##### DATASET EXTRACT #####
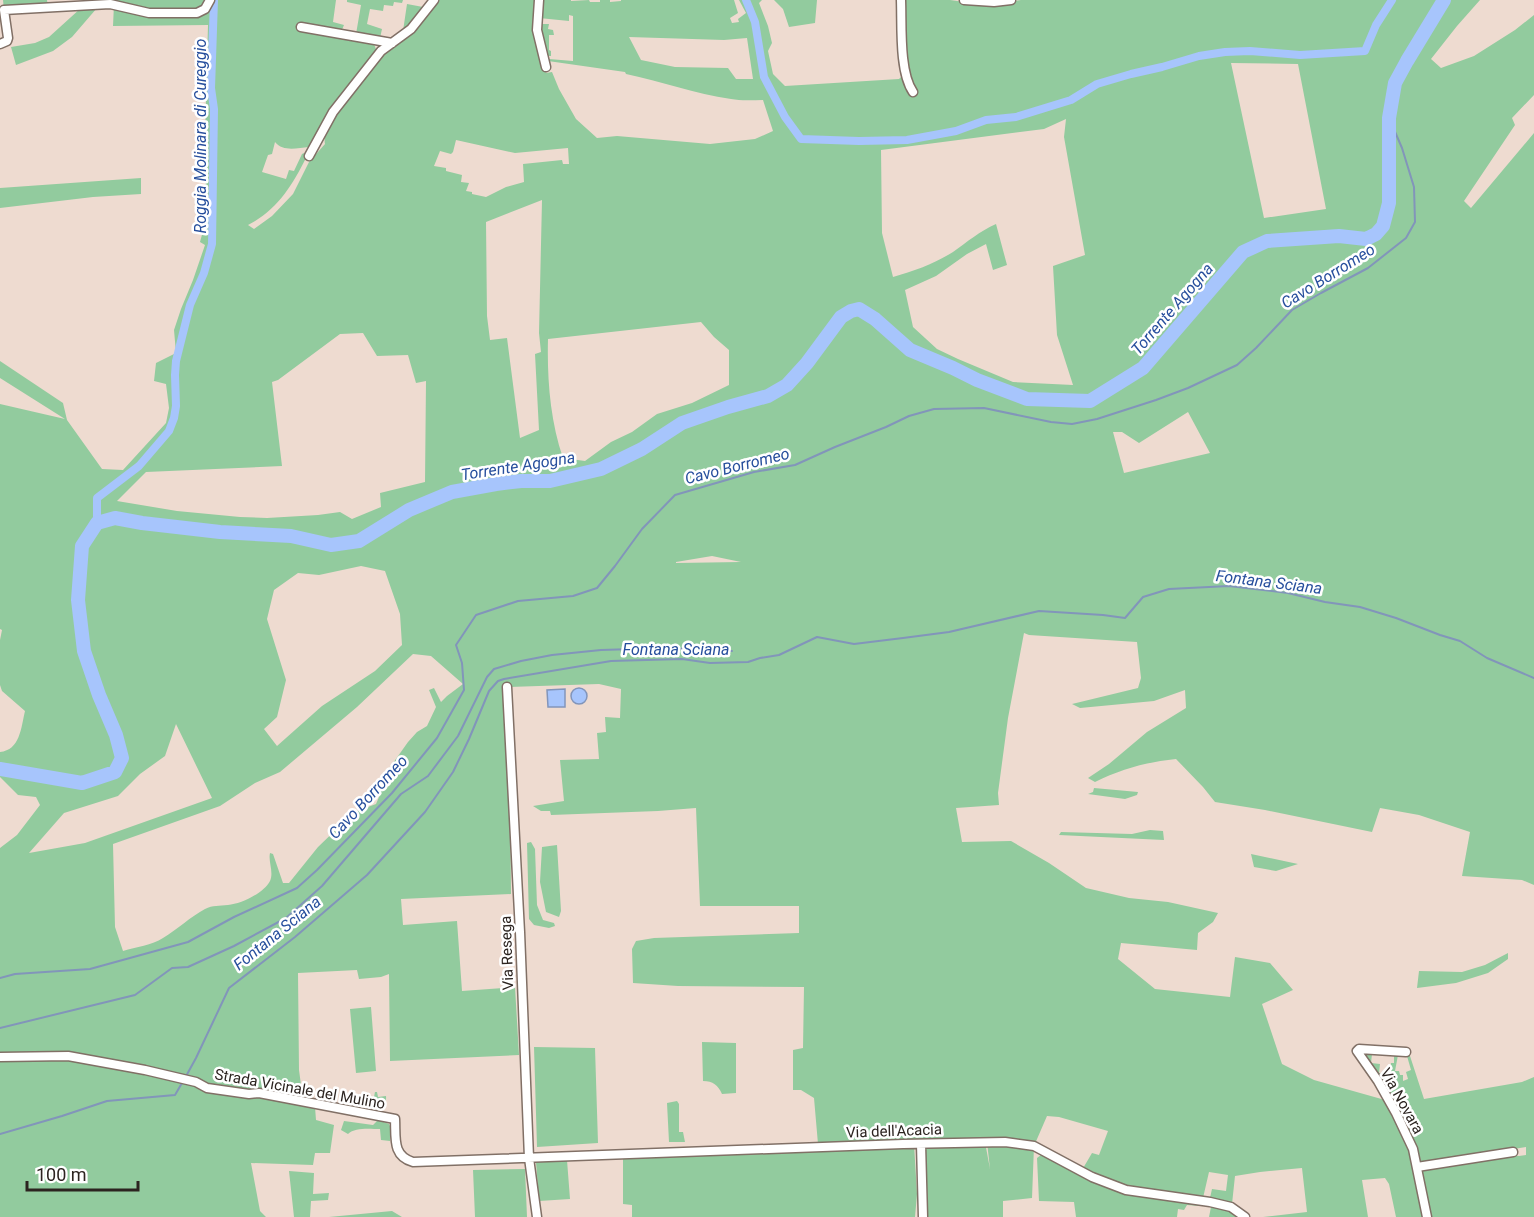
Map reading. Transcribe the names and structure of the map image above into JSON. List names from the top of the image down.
{
  "streets": {
    "street": [
      "Via Resega",
      "Strada Vicinale del Mulino",
      "Via Novara",
      "Via dell'Acacia"
    ]
  },
  "crossings": [
    ["Via Resega", "Strada Vicinale del Mulino"],
    ["Via Resega", "Via dell'Acacia"],
    ["Strada Vicinale del Mulino", "Via dell'Acacia"]
  ],
  "water": [
    "Roggia Molinara di Cureggio",
    "Cavo Borromeo",
    "Torrente Agogna",
    "Fontana Sciana"
  ],
  "scale_bar": "100 m"
}
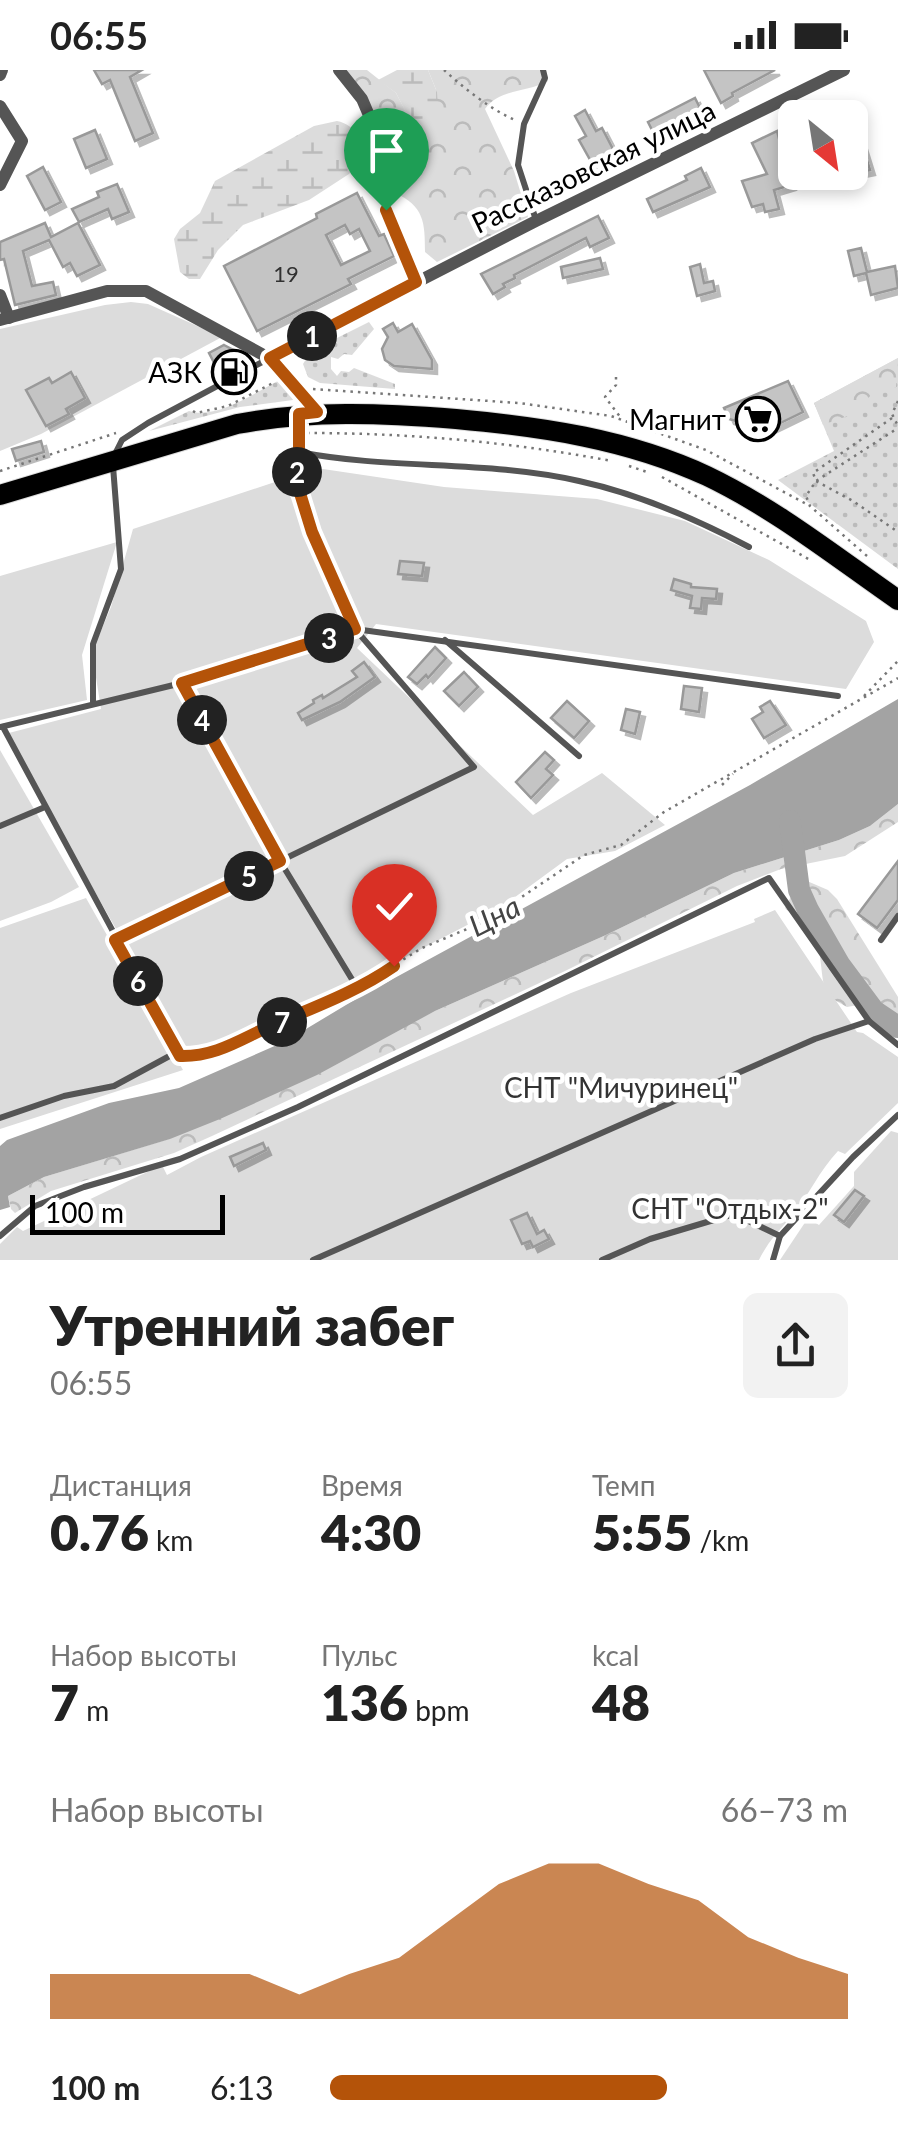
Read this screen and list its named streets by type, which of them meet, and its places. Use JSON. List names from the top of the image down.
{
  "streets": {
    "street": ["Рассказовская улица"]
  },
  "water": ["Цна"],
  "parks": ["СНТ \"Мичуринец\"", "СНТ \"Отдых-2\""],
  "places": {
    "fuel station": ["АЗК"],
    "supermarket": ["Магнит"]
  },
  "house_numbers": ["19"],
  "scale_bar": "100 m",
  "north": "bottom right",
  "page": {
    "status": "06:55",
    "pins": [
      "1",
      "2",
      "3",
      "4",
      "5",
      "6",
      "7"
    ],
    "scale": "100 m",
    "heading": ["Утренний забег", "06:55"],
    "stats": [
      ["Дистанция", "0.76 km"],
      ["Время", "4:30"],
      ["Темп", "5:55 /km"],
      ["Набор высоты", "7 m"],
      ["Пульс", "136 bpm"],
      ["kcal", "48"]
    ],
    "chart": ["Набор высоты", "66–73 m"],
    "list": [
      {
        "name": "100 m",
        "note": "6:13"
      }
    ]
  }
}
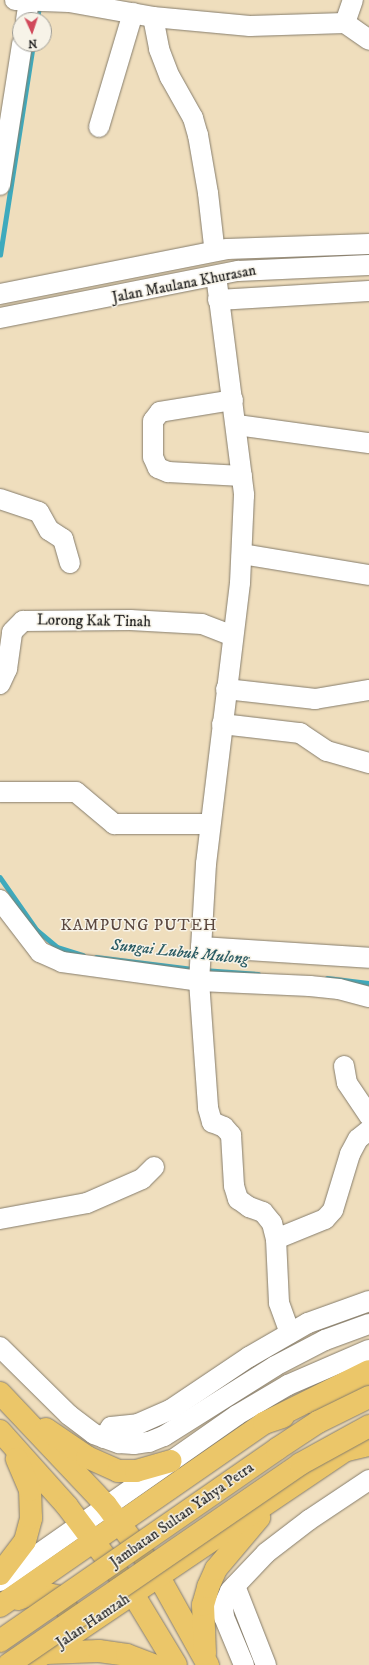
#####
__YOUR GOAL__
The reply must match the records exactly, apart from the pictures, which are left out.

__RESPONSE FOR THIS EXERCISE__
Map reading. Transcribe the names and structure of the map image above into JSON. List names from the top of the image down.
{
  "streets": {
    "street": [
      "Via Resega",
      "Strada Vicinale del Mulino",
      "Via Novara",
      "Via dell'Acacia"
    ]
  },
  "crossings": [
    ["Via Resega", "Strada Vicinale del Mulino"],
    ["Via Resega", "Via dell'Acacia"],
    ["Strada Vicinale del Mulino", "Via dell'Acacia"]
  ],
  "water": [
    "Roggia Molinara di Cureggio",
    "Cavo Borromeo",
    "Torrente Agogna",
    "Fontana Sciana"
  ],
  "scale_bar": "100 m"
}
Read this screen and list its named streets by type, which of them meet, and its places. Use JSON. List names from the top of the image down.
{
  "streets": {
    "street": ["Рассказовская улица"]
  },
  "water": ["Цна"],
  "parks": ["СНТ \"Мичуринец\"", "СНТ \"Отдых-2\""],
  "places": {
    "fuel station": ["АЗК"],
    "supermarket": ["Магнит"]
  },
  "house_numbers": ["19"],
  "scale_bar": "100 m",
  "north": "bottom right",
  "page": {
    "status": "06:55",
    "pins": [
      "1",
      "2",
      "3",
      "4",
      "5",
      "6",
      "7"
    ],
    "scale": "100 m",
    "heading": ["Утренний забег", "06:55"],
    "stats": [
      ["Дистанция", "0.76 km"],
      ["Время", "4:30"],
      ["Темп", "5:55 /km"],
      ["Набор высоты", "7 m"],
      ["Пульс", "136 bpm"],
      ["kcal", "48"]
    ],
    "chart": ["Набор высоты", "66–73 m"],
    "list": [
      {
        "name": "100 m",
        "note": "6:13"
      }
    ]
  }
}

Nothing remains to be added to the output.